Everytime before you make connection to Google Cloud via API, you need to run the below code to grant access to Google Cloud services.

In [None]:
# Authenticate and access Google Cloud services
from google.colab import auth
auth.authenticate_user()

# **Load data into BigQuery**

The following codes help you load data from bucket to your BigQuery.

### Step 0: (Optional) Create a new project in Google Cloud

If you want an independent project to handle the data and analysis, you can create a new project in your Google Cloud.
![picture](https://drive.google.com/uc?id=18bayQbOjHw8Uq-QkMwYhupi8FPtT9Dmm)

Of course, you can continue using the existed project if you wish.

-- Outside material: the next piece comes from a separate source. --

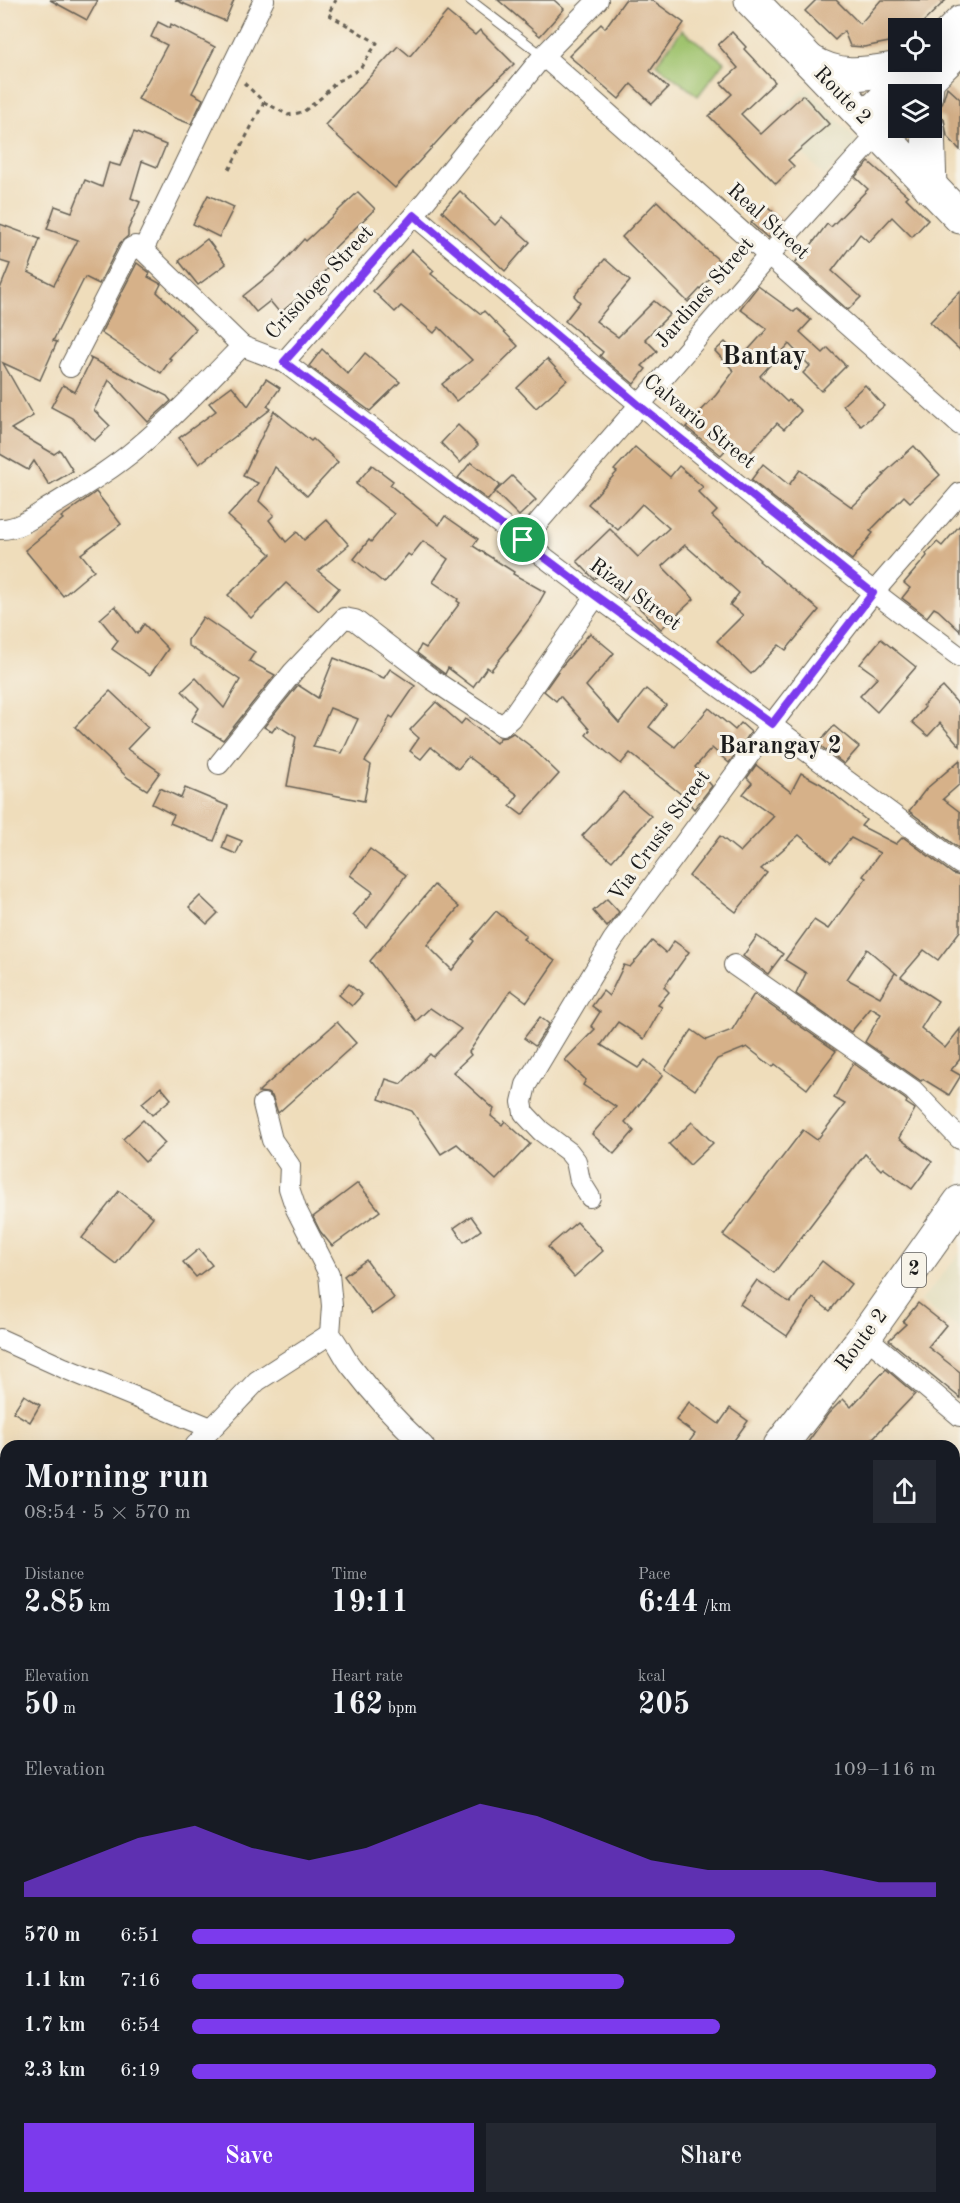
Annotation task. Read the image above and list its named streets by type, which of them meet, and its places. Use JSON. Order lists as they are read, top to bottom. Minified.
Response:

### Step 1: Create a new dataset in your BigQuery to store your project data

In [None]:
# Import the necessary libraries
from google.cloud import storage
from google.cloud import bigquery

In [None]:
def create_dataset(project_id, dataset_id, location="US"):
    client = bigquery.Client(project=project_id)
    dataset_ref = bigquery.DatasetReference(project_id, dataset_id)
    dataset = bigquery.Dataset(dataset_ref)
    dataset.location = location

    created_dataset = client.create_dataset(dataset, timeout=30)  # Waits 30 seconds
    print("Dataset {} created.".format(created_dataset.dataset_id))

# Usage
create_dataset('big-synthesizer-421522', 'restaurant_dataset') # Replace 'your-project-id' with your Google Cloud project ID and 'your-new-datatset-name' with your desired dataset name

Dataset restaurant_dataset created.


### Step 2: Load data into the dataset you just created in BigQuery

In [None]:
# Load the restaurant data into BigQuery
# Replace 'your-project-id' with your Google Cloud project ID
# Replace 'your-dataset-name' with your dataset name
# (optional) you could change the table name with a new name but not a problem not to change
project_id = "big-synthesizer-421522"
dataset_name = "restaurant_dataset"
table_name = "restaurant_data"
bucket_name = "yelp-data-bdao" # don't make changes here
blob_name = "restaurant_data.csv" # don't make changes here

bigquery_client = bigquery.Client(project=project_id)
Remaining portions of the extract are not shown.